Бросились те со всех ног выполнять царский приказ, а царь зашел к старичку в избенку, сел на лавку под образами и давай старичка слушать. А старичок ему и рассказывает:
– Слыхал я от старых людей, которые доподлинно все знают, что грозит русской земле большая беда. А произойдет она от единоутробных братьев Ивана Дурака и Ваньки Каина, что родились в нашей деревне. Иван Дурак живет в крайней хате у самой околицы. А Ваньку Каина в малолетстве украли цыгане. Лицом они несхожи, только у обоих на груди под сердцем родинка. В Иване Дураке никакого зла нет, он и грамоте научен, он и мухи не обидит, и по простоте своей никому не соврет, и слова плохого не скажет. Брата своего он и в глаза не видал. Но коли судьба сведет его с Ванькой Каином, тогда не минует погибель русского человека.
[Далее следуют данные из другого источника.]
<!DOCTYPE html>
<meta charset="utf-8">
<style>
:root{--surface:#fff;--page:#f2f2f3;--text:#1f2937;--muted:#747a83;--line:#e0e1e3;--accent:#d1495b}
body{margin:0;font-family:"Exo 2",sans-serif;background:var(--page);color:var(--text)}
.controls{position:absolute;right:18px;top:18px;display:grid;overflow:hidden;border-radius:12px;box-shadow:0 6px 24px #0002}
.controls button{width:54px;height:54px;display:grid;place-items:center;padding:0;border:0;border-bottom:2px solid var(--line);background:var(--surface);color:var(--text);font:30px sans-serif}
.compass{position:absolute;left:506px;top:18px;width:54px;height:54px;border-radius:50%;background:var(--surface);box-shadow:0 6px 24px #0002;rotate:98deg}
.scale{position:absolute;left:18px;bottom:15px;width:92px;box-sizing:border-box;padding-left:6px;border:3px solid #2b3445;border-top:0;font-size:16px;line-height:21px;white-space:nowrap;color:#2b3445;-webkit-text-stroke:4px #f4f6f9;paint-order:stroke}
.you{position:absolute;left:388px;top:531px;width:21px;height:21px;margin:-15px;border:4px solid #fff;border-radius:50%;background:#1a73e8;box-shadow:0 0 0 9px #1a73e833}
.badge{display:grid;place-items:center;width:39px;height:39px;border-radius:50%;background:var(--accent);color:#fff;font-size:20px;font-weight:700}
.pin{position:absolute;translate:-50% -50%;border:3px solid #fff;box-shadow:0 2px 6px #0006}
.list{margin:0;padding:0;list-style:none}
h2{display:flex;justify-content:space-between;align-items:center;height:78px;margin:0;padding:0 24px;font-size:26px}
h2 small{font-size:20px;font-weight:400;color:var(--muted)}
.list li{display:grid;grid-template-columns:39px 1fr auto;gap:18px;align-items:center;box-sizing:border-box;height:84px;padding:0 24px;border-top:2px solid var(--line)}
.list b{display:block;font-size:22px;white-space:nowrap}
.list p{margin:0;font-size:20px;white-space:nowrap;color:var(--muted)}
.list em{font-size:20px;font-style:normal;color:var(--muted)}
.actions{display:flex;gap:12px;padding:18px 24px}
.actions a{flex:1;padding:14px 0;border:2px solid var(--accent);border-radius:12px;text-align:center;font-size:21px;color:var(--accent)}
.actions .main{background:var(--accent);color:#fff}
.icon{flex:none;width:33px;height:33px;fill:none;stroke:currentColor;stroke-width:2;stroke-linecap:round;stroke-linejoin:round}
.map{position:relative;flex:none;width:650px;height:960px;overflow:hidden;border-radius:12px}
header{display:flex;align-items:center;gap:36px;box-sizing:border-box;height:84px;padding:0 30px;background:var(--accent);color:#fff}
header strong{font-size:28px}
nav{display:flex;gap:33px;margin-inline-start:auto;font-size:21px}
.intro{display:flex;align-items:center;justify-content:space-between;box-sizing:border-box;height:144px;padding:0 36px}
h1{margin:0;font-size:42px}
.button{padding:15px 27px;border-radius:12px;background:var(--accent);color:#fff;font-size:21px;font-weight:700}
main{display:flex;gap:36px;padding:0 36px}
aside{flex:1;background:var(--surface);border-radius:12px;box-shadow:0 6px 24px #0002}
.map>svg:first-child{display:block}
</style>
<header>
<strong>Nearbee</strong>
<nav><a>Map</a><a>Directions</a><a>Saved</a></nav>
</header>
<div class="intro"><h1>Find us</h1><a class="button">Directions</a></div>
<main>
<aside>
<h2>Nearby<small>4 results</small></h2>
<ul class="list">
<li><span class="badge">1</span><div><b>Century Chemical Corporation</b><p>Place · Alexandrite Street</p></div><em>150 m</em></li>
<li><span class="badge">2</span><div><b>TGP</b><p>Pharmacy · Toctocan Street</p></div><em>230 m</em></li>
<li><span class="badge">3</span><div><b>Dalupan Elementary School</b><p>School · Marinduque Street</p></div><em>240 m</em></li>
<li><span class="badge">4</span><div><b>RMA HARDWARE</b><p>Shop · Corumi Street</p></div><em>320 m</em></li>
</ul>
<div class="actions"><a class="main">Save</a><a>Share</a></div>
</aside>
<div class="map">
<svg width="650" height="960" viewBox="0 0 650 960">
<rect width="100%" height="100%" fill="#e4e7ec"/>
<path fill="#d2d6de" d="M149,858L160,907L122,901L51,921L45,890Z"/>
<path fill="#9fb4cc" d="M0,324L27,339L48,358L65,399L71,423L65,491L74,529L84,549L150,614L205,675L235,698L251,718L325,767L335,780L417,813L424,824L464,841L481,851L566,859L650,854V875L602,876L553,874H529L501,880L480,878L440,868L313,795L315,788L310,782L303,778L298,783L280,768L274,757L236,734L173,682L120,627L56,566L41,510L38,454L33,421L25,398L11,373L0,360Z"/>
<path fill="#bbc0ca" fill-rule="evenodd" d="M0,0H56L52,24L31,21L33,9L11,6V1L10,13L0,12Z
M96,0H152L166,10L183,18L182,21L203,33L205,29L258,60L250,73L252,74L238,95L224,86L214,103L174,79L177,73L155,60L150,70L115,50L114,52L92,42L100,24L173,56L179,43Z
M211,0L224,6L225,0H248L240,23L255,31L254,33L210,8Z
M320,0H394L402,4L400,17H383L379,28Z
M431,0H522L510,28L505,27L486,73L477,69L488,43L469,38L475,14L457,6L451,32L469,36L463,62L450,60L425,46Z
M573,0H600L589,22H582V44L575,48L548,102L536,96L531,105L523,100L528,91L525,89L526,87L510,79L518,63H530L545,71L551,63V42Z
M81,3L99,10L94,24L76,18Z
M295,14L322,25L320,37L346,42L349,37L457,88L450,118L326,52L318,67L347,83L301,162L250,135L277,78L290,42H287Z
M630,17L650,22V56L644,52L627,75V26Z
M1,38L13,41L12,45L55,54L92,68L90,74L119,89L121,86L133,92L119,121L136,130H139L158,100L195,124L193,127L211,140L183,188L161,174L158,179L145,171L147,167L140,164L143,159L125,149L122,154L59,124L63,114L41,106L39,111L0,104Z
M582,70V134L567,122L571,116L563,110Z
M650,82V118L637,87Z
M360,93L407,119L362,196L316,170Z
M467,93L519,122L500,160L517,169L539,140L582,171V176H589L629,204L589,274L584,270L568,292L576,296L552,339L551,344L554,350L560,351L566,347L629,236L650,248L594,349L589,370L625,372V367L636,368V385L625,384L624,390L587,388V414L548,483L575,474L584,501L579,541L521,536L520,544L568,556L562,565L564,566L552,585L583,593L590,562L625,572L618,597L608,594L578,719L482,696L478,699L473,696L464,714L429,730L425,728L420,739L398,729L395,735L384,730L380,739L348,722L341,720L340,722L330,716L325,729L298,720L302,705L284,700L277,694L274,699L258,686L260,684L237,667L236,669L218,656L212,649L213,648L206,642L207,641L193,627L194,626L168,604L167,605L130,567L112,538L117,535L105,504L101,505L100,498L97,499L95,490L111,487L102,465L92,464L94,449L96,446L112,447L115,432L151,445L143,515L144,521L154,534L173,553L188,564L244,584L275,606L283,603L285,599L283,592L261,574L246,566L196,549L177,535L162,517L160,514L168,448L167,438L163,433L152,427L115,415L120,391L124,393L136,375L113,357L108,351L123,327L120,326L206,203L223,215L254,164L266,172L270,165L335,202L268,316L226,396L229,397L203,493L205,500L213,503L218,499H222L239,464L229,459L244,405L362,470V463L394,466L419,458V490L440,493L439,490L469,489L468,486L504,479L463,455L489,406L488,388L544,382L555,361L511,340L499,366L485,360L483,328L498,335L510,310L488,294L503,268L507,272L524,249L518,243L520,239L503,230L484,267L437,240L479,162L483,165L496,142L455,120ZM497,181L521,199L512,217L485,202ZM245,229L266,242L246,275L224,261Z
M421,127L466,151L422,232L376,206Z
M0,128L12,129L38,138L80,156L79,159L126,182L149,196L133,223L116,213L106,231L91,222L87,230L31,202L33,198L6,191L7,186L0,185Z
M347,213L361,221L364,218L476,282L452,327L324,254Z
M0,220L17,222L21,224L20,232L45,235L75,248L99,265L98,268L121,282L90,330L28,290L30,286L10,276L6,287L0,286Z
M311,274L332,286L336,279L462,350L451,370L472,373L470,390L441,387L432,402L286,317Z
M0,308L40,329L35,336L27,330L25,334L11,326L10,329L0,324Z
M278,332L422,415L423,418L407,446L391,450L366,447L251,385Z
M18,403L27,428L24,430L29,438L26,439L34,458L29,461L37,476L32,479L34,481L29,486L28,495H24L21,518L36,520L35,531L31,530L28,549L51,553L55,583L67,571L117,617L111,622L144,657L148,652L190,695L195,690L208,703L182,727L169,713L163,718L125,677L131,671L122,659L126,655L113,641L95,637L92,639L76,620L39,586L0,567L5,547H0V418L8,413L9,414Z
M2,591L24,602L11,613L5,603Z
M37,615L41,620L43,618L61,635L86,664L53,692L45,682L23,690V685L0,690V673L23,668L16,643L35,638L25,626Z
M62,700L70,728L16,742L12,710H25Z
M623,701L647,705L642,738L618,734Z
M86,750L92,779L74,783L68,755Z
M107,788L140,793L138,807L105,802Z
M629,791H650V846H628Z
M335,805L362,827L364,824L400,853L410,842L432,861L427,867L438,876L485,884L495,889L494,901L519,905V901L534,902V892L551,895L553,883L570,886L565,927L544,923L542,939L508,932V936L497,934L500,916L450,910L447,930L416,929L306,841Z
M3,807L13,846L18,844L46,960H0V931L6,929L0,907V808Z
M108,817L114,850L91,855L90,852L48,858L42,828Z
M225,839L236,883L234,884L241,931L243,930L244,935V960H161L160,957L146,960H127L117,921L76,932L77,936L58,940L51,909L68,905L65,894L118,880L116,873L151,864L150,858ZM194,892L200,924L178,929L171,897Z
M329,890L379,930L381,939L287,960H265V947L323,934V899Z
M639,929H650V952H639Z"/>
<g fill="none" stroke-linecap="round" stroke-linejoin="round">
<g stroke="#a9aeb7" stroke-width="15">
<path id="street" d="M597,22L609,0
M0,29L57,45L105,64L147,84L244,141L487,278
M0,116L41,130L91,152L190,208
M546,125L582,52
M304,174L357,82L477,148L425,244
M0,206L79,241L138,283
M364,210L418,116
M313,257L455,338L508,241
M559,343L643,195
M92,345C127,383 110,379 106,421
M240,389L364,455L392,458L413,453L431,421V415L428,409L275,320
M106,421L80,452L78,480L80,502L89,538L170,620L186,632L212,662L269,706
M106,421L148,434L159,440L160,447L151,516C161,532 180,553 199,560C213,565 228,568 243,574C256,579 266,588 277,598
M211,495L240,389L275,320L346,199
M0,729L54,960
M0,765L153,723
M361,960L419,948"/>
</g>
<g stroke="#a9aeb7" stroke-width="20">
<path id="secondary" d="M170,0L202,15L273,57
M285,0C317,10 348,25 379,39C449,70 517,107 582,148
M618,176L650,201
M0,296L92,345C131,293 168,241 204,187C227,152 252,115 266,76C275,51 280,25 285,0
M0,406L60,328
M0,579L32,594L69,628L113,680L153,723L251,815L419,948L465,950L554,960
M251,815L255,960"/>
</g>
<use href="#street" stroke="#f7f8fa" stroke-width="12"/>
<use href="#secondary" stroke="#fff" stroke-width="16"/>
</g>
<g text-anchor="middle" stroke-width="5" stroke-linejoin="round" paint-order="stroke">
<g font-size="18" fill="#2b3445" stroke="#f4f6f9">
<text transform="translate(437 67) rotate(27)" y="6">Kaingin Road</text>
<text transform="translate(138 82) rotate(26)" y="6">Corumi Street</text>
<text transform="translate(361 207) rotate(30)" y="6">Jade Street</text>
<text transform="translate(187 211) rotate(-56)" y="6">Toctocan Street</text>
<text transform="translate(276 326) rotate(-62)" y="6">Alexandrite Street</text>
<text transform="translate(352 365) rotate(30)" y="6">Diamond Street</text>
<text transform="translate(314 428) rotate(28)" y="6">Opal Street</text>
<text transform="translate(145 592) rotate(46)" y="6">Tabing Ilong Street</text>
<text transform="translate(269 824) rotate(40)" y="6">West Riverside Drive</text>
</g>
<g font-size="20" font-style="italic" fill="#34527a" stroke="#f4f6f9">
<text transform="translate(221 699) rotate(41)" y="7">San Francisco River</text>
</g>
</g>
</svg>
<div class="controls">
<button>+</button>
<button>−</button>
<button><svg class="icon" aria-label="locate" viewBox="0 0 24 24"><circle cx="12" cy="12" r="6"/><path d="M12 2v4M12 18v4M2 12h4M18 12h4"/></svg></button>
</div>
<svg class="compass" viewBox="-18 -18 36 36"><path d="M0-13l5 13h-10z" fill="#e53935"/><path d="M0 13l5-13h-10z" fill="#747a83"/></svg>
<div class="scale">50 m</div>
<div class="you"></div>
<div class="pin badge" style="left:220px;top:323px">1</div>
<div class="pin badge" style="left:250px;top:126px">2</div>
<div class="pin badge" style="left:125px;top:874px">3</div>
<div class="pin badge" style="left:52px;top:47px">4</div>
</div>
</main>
– Это какой же Ванька Каин, – спрашивает старичка царь, – не тот ли, который многими злодействами и преступными умыслами известен и посажен в острог под семь замков?
– Тот самый и есть. Только он давно не в остроге, а гуляет на воле, потому как знает способ менять обличье. А в остроге в его шапке и кафтане сидит ни в чем не повинный солдат. Когда Ванька Каин по недосмотру начальства из острога уйти сумел, так этого солдатика вместо него и посадили, чтобы от тебя свое нерадение скрыть. А Ванька Каин сегодня в кабаке с ямщиками в карты играет, а завтра с министрами. И никто его отличить не может, пока он не убьет Ивана Дурака, своего брата. Тогда всякая личина с него спадет и все его узнают. Только если это случится, настанут страшные времена и погибнет русская земля, простота хуже воровства окажется, и сведется на нет русский человек.
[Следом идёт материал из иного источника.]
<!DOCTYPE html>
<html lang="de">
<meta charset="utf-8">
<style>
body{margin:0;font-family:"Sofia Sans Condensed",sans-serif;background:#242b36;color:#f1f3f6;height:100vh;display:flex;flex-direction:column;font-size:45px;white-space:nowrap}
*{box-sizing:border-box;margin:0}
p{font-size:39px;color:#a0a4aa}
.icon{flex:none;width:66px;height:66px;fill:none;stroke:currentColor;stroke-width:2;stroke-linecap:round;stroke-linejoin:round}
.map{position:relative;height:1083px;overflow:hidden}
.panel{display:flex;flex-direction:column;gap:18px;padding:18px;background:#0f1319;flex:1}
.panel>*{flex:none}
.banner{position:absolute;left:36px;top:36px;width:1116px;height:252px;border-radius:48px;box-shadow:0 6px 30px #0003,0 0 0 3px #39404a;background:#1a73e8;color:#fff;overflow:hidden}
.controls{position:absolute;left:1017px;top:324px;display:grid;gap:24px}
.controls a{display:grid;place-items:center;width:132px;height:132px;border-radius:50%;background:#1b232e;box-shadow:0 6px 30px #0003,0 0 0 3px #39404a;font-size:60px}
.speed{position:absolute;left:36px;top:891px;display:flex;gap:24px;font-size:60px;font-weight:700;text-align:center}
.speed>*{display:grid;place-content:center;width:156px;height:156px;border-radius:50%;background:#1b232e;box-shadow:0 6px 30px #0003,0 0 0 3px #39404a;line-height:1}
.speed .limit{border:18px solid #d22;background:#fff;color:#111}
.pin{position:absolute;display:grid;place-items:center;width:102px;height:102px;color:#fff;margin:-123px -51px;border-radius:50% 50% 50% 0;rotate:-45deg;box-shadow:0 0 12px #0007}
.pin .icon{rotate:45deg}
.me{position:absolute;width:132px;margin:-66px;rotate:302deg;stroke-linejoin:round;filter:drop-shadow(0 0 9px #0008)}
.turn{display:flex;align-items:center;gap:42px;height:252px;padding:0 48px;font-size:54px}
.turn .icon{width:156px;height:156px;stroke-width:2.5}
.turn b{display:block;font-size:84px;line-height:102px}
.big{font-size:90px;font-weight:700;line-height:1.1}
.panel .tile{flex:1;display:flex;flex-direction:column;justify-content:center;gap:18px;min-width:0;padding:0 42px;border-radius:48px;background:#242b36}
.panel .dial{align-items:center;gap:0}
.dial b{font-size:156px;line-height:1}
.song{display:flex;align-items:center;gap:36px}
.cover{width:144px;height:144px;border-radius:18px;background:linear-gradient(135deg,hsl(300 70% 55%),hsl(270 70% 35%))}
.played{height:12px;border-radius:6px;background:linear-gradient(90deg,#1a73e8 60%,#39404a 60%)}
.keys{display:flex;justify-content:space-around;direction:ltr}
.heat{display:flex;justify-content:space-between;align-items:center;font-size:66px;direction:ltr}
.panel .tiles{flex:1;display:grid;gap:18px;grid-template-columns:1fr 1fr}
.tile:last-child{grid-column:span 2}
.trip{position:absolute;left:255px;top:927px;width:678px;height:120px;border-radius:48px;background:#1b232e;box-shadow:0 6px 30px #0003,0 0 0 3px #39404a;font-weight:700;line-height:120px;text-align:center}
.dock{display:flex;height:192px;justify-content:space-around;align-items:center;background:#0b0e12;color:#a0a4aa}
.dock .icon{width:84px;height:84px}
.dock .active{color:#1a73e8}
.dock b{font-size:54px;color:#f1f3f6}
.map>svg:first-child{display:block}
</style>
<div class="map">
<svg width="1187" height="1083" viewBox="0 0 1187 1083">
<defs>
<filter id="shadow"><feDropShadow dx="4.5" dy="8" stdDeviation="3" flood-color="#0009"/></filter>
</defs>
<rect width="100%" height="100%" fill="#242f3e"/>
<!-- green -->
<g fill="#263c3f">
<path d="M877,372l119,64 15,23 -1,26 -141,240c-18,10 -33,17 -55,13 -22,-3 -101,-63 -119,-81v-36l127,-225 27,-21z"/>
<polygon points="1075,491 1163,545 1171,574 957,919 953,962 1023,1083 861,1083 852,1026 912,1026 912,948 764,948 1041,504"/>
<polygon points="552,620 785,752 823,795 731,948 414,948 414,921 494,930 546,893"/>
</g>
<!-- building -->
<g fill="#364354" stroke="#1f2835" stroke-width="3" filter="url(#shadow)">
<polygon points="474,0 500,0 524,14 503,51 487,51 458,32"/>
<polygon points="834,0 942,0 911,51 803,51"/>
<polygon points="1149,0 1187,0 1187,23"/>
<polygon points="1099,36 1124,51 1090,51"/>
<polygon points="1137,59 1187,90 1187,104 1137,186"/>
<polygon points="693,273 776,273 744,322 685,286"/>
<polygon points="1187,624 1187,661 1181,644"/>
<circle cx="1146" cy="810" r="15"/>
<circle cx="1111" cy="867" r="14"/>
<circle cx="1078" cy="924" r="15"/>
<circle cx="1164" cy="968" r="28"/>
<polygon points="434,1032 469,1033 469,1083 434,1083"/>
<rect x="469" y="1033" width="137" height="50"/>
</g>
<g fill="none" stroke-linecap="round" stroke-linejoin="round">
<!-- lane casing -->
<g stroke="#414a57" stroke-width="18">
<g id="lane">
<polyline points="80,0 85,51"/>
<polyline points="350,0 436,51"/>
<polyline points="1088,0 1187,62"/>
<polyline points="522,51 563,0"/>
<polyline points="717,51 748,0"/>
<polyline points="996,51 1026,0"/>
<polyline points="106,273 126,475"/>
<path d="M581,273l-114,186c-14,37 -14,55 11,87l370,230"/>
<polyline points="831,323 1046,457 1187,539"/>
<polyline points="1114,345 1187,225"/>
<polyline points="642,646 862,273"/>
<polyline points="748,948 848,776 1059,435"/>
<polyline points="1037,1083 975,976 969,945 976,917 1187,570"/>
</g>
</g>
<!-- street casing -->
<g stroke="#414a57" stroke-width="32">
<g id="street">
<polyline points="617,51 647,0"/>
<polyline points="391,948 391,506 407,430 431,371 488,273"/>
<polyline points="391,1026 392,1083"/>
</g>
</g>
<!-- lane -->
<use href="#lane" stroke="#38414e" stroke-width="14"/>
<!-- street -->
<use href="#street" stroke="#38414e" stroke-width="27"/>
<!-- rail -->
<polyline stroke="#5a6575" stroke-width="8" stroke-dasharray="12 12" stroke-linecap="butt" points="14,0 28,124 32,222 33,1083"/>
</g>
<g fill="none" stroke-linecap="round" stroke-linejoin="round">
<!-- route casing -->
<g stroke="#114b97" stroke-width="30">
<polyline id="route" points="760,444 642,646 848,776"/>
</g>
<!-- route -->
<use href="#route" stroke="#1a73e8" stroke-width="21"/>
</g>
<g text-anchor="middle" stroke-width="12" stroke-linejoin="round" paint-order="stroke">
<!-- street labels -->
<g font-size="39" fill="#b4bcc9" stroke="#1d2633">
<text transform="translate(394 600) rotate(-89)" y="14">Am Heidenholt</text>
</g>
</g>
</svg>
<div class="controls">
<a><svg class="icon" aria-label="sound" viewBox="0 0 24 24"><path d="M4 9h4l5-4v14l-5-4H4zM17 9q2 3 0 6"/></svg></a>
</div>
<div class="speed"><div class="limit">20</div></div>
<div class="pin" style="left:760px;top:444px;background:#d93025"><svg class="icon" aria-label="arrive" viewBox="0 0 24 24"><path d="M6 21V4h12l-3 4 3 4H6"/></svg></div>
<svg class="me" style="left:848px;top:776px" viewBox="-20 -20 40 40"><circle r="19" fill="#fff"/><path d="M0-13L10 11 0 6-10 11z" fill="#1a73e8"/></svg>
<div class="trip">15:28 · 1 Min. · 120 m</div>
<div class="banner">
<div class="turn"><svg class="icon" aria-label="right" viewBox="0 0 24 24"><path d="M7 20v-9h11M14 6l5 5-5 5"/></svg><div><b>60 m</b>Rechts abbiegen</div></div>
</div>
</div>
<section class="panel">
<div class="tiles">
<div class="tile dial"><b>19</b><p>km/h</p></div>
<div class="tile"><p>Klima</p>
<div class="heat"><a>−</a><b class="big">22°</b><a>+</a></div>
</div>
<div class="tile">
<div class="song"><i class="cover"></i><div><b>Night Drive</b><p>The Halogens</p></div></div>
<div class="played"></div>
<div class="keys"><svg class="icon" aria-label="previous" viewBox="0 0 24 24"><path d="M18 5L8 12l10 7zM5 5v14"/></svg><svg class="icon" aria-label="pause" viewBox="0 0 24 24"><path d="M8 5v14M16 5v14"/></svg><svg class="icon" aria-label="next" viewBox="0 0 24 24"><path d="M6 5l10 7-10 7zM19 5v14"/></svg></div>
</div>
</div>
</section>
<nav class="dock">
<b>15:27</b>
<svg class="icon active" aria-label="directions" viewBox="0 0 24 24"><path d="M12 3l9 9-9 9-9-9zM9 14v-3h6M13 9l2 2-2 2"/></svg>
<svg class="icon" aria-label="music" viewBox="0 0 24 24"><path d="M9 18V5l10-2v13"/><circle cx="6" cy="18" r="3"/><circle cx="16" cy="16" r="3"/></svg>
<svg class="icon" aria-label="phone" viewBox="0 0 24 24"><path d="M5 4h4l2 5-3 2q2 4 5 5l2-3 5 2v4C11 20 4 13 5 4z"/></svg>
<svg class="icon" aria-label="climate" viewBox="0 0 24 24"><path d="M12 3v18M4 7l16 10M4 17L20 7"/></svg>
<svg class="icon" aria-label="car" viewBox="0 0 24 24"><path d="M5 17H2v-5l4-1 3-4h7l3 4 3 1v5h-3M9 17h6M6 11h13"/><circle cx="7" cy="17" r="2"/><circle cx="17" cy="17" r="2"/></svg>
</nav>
Опечалился царь такому рассказу:
– Что же мне делать? – спрашивает старичка, – ты много на свете прожил, может, мне какой умный совет посоветуешь.
Развел старичок руками:
– Я, – говорит, – в самом деле много чего видел за свой век, много о чем слыхивать довелось, многое знаю, да не все. И как тут быть, чтоб не допустить напасти – ума не приложу. Говорят, что в одной дальней деревеньке жил один хитроумнейший старик – вот тот доподлинно все знал, да он уж давно помер. А я что слыхал, то все тебе передал, а дальше думать это уж твое царское дело. Но вот тебе мой последний сказ: пуще всего смотри, чтобы не брили бороды. Будут целы бороды, уцелеют и головы.
Вернулся царь в Петербург. Разговор со старичком из головы нейдет. Думал он, думал, да так ничего и не придумал, а посоветоваться не с кем, своим придворным он уже давно веры не давал, потому что стороною был наслышан о тех притеснениях, которые через них народ терпел.
Но имелся у царя один министр, который из гордости и надменности никогда не воровал, за что его все придворные ненавидели лютой ненавистью. Уж больно тяжел был характером, даже царь его сторонился. Но тут деваться некуда, пришлось царю к нему за советом идти.
Министр этот себя умнее всех на свете почитал. Вот он-то и надоумил царя забрать Ивана Дурака во дворец, чтобы тот при царе все время находился и тем самым от встречи с Ванькой Каином был бы сбережен. А то невдомек, что Ванька Каин давно уж в другом обличье при царском дворе отирается.
Привезли Ивана Дурака во дворец, приодели, так что от других придворных не отличить. Только не сообразили ему никакой должности определить, чина-звания. Но по первости всем, кроме вельможей да придворных, получились удобство и выгода, от которых во всем государстве единственно улучшение. Чуть что произойдет – придворные тут же царю доложат, а сами переврут так, чтобы им в выгоду, а народу – терпи. Но царь потихоньку пойдет к Ивану Дураку. Тот врать по своей простоте никак не может. Он всю правду царю и выложит. Царь придворным нагоняй устроит, так что три дня очухаться не могут, а народу через то полегка.